Em outro estudo realizado na Nova Zelândia (Lopez-Villalobos, et al. 2000), em condições de pastejo, o cruzamento rotativo entre Jersey-Holandês foi mais lucrativo por hectare do que o cruzamento rotativo usando-se 3 raças (incluindo Airshyre) e do que as raças puras.
Em outro estudo realizado nos EUA, envolvendo dados de produção de 10442 animais cruzados, 140421 animais puros e dados de longevidade de 41131 animais cruzados e 726344 animais puros (VanRaden e Sanders 2001), foram observados efeitos de heterose de 3,4, 4,4 e 4,1% para produção de leite, gordura e proteína, respectivamente. Heterose para longevidade foi de 1,2%. Produção de gordura foi um pouco maior em animais meio-sangue Jersey e Holandês (1,14 kg/d) do que em Holandeses puros (1,12 kg/d). A heterose para escore de células somáticas não foi significante. 'Net merit' e 'Cheese merit' foram maiores nos animais cruzados do que nos Holandeses puros com valores de 44 e 113 dólares respectivamente, ou seja, o retorno obtido com o animal cruzado foi maior do que o Holandês puro nesses dois critérios. Para 'Fluid merit' o Holandês puro foi melhor do que o animal cruzado e a diferença foi de 269 dólares. Como a população da raça Holandesa é muito maior, sempre haverá maior chance de se obter animais extremamente bons nessa raça do que em outras raças, levando a uma maior intensidade de seleção, o que limita o uso de cruzamento entre raças.
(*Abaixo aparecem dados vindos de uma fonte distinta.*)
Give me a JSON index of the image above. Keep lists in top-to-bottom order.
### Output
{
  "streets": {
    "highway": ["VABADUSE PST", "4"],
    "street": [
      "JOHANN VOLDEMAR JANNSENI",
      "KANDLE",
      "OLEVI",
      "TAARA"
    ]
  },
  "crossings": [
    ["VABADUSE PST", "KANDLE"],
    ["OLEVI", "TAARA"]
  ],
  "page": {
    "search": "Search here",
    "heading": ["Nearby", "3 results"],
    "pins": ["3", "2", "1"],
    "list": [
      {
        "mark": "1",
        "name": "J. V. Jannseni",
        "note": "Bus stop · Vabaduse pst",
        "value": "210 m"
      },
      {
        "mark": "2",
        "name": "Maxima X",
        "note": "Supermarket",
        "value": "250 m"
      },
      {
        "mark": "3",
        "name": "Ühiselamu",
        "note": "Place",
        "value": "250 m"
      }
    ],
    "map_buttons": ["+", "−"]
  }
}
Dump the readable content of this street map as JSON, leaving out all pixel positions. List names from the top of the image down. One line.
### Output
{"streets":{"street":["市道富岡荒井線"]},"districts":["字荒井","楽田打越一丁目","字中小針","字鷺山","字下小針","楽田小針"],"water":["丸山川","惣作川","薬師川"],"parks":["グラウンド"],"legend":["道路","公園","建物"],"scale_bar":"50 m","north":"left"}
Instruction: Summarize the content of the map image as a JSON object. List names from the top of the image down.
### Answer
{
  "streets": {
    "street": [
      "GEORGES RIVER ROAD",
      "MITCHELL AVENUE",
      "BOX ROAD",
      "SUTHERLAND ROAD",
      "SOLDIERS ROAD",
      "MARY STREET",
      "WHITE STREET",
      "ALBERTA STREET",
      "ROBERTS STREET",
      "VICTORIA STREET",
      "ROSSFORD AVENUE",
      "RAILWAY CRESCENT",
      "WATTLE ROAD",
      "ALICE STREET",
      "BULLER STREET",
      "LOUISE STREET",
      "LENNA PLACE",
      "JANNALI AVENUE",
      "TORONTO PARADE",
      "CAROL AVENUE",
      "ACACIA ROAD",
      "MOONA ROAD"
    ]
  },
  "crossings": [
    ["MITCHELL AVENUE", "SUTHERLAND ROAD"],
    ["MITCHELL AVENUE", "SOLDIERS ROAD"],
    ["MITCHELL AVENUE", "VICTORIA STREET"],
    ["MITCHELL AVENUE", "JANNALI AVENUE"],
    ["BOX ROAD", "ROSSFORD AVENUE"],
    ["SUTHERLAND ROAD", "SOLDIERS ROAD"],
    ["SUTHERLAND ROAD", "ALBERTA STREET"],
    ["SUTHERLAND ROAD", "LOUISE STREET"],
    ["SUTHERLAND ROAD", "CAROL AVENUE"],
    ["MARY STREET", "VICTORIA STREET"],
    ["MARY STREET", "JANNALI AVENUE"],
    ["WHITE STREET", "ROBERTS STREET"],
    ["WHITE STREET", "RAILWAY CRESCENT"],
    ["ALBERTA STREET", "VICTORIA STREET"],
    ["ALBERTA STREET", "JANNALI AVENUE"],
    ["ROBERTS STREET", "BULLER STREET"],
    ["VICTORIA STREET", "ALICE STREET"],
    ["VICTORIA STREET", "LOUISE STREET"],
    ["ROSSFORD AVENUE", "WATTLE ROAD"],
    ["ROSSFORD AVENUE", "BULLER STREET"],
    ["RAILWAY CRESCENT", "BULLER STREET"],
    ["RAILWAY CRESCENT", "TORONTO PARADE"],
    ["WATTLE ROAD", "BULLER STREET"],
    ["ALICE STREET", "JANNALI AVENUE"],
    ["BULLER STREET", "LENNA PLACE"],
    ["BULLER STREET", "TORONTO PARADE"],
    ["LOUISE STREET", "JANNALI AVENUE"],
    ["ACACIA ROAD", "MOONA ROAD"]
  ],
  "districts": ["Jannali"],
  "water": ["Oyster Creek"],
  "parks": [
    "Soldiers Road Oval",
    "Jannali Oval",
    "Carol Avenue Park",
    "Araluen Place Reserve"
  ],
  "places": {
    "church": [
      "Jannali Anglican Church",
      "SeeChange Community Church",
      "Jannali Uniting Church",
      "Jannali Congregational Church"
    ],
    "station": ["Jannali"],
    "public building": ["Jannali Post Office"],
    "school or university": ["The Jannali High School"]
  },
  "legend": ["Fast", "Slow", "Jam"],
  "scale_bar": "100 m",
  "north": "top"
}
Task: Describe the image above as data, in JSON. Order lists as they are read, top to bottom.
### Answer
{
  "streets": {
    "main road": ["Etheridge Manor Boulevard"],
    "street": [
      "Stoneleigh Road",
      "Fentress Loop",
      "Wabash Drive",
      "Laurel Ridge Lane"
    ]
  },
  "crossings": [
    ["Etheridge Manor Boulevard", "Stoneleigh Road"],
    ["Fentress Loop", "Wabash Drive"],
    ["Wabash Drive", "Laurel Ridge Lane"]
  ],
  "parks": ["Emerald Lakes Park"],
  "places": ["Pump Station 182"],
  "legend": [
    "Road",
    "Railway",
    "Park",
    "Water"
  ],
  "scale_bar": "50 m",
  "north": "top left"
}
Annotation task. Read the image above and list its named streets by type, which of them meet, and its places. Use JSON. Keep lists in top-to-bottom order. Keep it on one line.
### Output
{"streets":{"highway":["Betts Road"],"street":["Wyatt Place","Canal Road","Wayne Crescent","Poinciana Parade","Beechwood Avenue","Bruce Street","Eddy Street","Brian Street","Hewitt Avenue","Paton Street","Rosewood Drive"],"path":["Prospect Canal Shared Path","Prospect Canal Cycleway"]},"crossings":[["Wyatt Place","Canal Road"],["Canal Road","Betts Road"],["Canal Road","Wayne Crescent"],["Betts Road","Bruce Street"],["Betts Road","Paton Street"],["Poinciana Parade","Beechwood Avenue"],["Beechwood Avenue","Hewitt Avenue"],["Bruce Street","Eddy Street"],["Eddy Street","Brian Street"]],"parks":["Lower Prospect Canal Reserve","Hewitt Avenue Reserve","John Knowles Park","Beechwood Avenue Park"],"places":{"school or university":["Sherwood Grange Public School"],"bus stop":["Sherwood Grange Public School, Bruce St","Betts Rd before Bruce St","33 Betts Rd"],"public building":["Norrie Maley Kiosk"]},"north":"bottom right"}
Por exemplo, ao se adicionar o efeito médio de heterose ao melhor touro Jersey, ele ainda foi pior do que 93 touros Holandeses para 'Net merit' (esse estudo não considerou diretamente os efeitos em fertilidade, mortalidade, saúde, dificuldade de parto e características de conformação). Esse estudo também indicou que quando se usa touro Holandês no animal meio-sangue, o produto continua sendo melhor do que o Holandês puro para 'Net merit' e 'Cheese merit'.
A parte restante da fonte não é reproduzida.